Algo que no sé si funcione en este caso, que
bien podemos ambos tener. Sin embargo, hasta la mente
más perspicaz debe referirse a mis antecedentes.
Y usted no creerá del todo mi testimonio, porque
sus archivos no se refieren a mí en términos
en los que la ciencia médica define como sanidad.
Francamente lo dudo.
No: su compromiso ético se lo impide. Jamás
se dejaría seducir por el testimonio de un
desquiciado, entonces, ¿por qué escucharme?
Seguro sus camaradas ya le habrán comentado
las historias que relato. Perturbadoras. Por eso soy
interesante, porque soy un caso único aquí,
en medio del resto de maniáticos que apenas
pueden balbucear unas cuantas vocales.
A
todos nos seducen las historias, no se crea que ustedes
son los únicos. ¿Sabe por qué?
Gracias a ellas nos diferenciamos de los demás
objetos. Una nube en forma de conejo no puede contar
su historia, no sabe por qué tiene esa forma.
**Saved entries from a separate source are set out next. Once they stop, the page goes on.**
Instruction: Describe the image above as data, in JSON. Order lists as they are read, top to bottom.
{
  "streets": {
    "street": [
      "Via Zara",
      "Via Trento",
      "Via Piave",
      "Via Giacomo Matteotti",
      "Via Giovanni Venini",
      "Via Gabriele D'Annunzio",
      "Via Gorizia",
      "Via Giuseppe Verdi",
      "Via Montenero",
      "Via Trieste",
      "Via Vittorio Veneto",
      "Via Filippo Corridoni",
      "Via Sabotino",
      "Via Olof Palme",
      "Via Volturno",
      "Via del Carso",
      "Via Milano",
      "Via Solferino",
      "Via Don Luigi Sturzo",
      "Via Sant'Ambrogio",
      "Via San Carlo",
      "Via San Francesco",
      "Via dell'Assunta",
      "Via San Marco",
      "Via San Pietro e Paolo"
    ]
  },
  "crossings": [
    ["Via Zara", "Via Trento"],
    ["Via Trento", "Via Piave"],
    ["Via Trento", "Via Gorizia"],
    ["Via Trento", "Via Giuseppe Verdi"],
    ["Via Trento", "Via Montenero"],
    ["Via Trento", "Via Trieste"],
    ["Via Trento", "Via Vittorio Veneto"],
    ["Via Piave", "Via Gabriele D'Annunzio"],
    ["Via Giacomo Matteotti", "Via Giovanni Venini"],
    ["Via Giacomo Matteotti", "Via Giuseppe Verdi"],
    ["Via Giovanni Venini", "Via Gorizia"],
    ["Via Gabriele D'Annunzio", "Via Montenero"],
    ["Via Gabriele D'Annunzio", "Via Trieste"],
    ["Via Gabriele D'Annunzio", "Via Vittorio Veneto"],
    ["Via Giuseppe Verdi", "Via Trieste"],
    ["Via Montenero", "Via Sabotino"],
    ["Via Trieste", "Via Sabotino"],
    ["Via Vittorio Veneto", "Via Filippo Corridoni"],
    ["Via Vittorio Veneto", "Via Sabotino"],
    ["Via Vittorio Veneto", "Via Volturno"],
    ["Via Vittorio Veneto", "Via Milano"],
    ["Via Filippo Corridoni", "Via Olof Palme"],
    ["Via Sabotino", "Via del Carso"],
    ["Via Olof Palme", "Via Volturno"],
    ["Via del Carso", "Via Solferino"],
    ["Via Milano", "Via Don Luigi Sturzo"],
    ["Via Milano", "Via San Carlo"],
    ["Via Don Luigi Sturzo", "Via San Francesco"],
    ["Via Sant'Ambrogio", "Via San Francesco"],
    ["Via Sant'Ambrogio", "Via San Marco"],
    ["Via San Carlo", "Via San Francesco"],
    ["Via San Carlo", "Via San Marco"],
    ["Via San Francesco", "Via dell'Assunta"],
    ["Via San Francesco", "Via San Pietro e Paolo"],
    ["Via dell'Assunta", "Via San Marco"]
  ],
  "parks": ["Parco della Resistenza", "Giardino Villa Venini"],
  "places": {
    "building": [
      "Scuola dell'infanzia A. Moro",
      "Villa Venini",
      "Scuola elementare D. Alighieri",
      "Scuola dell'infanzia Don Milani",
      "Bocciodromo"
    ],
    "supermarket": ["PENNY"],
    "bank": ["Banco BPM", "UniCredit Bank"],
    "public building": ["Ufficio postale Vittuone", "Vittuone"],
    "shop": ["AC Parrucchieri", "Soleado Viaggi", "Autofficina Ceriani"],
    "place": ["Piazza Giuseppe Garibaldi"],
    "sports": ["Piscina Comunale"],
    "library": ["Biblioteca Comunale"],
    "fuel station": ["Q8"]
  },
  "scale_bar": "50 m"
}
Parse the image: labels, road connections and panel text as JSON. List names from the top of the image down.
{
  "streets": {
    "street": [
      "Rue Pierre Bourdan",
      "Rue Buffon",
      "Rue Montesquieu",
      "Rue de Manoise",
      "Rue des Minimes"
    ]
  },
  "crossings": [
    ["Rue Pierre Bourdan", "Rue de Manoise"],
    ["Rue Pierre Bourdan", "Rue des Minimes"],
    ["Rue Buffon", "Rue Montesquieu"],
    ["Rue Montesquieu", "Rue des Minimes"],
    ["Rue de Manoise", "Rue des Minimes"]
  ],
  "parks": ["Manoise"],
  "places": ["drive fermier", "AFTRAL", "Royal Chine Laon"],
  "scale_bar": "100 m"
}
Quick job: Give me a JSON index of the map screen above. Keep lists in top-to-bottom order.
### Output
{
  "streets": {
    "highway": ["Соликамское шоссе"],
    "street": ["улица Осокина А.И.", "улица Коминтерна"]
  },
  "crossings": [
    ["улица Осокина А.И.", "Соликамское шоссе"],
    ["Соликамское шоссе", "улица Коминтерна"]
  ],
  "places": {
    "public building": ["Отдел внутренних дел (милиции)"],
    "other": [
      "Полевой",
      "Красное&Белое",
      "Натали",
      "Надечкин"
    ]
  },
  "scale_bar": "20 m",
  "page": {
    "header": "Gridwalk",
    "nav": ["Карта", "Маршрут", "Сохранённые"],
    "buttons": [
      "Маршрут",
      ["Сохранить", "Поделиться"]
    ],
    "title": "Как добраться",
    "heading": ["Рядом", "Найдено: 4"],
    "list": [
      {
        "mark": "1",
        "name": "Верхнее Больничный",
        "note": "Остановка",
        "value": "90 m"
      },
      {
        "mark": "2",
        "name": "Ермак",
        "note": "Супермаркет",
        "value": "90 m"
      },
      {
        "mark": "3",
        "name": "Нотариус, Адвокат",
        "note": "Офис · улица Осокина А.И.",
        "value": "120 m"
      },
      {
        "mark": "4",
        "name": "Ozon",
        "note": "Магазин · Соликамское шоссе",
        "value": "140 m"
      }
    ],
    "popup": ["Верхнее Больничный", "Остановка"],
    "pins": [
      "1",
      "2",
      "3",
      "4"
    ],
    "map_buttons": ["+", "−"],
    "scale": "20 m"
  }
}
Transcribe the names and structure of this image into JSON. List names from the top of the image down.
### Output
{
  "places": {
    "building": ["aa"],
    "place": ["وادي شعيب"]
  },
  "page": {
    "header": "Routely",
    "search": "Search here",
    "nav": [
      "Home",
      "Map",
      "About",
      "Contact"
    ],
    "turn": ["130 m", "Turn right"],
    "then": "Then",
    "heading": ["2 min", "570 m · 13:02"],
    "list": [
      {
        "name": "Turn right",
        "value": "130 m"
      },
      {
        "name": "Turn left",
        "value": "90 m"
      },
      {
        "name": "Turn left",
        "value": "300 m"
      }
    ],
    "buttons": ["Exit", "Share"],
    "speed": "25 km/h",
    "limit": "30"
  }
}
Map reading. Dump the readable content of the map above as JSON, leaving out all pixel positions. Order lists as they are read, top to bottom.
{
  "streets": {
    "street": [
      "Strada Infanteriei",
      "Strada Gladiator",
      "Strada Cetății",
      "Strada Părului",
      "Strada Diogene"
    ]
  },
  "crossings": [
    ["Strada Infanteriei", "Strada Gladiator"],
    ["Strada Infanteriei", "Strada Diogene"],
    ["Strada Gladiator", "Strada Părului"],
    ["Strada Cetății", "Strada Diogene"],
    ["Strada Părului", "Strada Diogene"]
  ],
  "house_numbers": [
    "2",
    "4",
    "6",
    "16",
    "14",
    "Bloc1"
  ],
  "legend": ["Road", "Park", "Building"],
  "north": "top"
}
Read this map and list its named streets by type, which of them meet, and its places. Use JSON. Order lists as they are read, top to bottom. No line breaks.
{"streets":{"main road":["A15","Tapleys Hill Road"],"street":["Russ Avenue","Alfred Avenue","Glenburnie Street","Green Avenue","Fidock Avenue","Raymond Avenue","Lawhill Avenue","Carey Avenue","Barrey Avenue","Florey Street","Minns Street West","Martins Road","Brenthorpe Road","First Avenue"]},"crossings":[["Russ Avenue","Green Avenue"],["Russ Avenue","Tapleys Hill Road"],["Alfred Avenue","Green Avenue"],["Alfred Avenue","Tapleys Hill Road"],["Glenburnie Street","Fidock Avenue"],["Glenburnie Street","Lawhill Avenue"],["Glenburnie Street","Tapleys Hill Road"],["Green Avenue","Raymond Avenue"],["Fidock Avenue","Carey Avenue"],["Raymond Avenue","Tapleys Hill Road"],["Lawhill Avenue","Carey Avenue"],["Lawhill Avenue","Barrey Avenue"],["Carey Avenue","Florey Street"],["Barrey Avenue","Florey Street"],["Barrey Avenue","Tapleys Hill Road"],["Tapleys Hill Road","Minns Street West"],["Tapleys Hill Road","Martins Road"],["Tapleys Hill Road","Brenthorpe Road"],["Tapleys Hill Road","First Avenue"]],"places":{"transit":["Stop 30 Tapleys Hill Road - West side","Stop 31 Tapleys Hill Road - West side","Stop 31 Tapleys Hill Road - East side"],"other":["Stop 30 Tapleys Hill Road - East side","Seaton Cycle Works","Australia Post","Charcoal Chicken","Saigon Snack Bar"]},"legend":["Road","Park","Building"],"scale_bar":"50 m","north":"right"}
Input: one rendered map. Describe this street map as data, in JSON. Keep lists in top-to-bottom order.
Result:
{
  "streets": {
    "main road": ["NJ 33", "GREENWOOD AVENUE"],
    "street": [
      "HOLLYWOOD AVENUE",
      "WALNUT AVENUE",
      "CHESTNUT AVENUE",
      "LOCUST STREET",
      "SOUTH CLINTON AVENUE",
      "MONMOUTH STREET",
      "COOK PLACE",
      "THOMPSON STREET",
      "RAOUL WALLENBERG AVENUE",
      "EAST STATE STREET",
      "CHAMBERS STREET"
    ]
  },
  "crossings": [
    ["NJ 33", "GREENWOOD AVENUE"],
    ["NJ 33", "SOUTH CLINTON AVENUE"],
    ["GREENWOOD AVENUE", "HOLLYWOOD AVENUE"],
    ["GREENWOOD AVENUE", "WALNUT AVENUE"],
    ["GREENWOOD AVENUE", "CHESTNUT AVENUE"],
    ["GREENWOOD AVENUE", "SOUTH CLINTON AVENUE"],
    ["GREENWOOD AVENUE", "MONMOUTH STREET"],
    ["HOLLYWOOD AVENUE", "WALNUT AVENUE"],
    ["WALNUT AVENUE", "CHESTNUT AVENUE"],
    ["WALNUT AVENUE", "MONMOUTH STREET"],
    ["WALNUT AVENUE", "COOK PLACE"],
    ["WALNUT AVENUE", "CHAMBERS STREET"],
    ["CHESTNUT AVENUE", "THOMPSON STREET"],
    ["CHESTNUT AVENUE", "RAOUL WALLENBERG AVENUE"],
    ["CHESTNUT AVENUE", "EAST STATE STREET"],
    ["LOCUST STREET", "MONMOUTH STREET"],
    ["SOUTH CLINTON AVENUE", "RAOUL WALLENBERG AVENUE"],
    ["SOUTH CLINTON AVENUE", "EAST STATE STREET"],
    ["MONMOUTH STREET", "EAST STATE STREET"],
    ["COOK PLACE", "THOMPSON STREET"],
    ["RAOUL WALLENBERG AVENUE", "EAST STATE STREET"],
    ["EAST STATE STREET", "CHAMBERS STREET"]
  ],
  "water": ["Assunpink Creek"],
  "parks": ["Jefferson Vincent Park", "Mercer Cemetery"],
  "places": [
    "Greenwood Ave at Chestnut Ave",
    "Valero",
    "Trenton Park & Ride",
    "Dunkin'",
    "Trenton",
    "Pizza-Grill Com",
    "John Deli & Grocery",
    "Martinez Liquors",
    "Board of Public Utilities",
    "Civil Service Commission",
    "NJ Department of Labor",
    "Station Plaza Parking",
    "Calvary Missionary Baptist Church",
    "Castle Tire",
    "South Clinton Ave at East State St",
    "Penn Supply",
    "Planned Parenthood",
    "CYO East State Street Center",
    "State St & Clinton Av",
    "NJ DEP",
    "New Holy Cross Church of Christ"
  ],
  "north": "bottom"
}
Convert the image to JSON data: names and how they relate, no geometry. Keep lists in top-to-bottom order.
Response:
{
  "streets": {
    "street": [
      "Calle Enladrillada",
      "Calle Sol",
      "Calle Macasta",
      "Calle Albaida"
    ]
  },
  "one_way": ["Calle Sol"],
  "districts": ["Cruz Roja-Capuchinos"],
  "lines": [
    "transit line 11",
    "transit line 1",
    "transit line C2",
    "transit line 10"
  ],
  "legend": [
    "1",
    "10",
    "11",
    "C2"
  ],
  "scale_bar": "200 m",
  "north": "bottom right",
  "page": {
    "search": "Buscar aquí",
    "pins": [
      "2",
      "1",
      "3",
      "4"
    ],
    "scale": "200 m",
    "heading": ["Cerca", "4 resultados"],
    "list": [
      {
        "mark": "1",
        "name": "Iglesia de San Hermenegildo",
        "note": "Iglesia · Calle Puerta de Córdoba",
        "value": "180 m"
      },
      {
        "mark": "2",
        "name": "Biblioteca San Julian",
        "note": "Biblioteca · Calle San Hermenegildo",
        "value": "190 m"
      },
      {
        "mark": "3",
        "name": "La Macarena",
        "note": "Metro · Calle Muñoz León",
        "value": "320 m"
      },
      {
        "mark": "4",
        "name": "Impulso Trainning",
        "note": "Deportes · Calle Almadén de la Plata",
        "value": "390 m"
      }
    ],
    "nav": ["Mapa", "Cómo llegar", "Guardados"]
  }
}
Pero nosotros sí podemos especular. Unas ruinas
o una enana roja poseen una historia detrás
que nuestra curiosidad no puede resistir. Por favor,
le agradecería que me invite esa bebida que
ustedes llaman café.
Me
recuerda los días en que cumplíamos
misiones en el sistema de Andragkar, cuando llevábamos
mercadería de contrabando. Pobres seres, cuánto
soportaban por la paga que les ofrecíamos.
Una minucia. Se drogaban para mantenerse en sueños
que los volvían inmortales. Habían conectado
sus mentes a un sistema que los devolvía a
un pasado esplendoroso, más allá del
tiempo y del espacio, cuando dominaban aquel sector
los poderosos emperadores habertianos, que tenían
la costumbre de empezar sus rituales con una bebida
muy semejante en textura y sabor a la que acabo de
probar. Sus descendientes, que encontraron la decadencia,
habían compuesto odas a aquella ambrosía
de la cual no podían gozar más.
Pude
alcanzar a probar el néctar de manera virtual
y definitivamente entendí por qué había
caído aquella civilización esplendorosa.
Cada vez que arribo a un mundo diferente suelo conocer
sus secretos, las razones de su cultura. No sé,
es como una intuición que surge inexplicablemente,
como si todo me fuera dado de golpe.
Pobre
raza los habertianos, envueltos en sus enredadas interfases
neuronales y añorando un pasado inexistente.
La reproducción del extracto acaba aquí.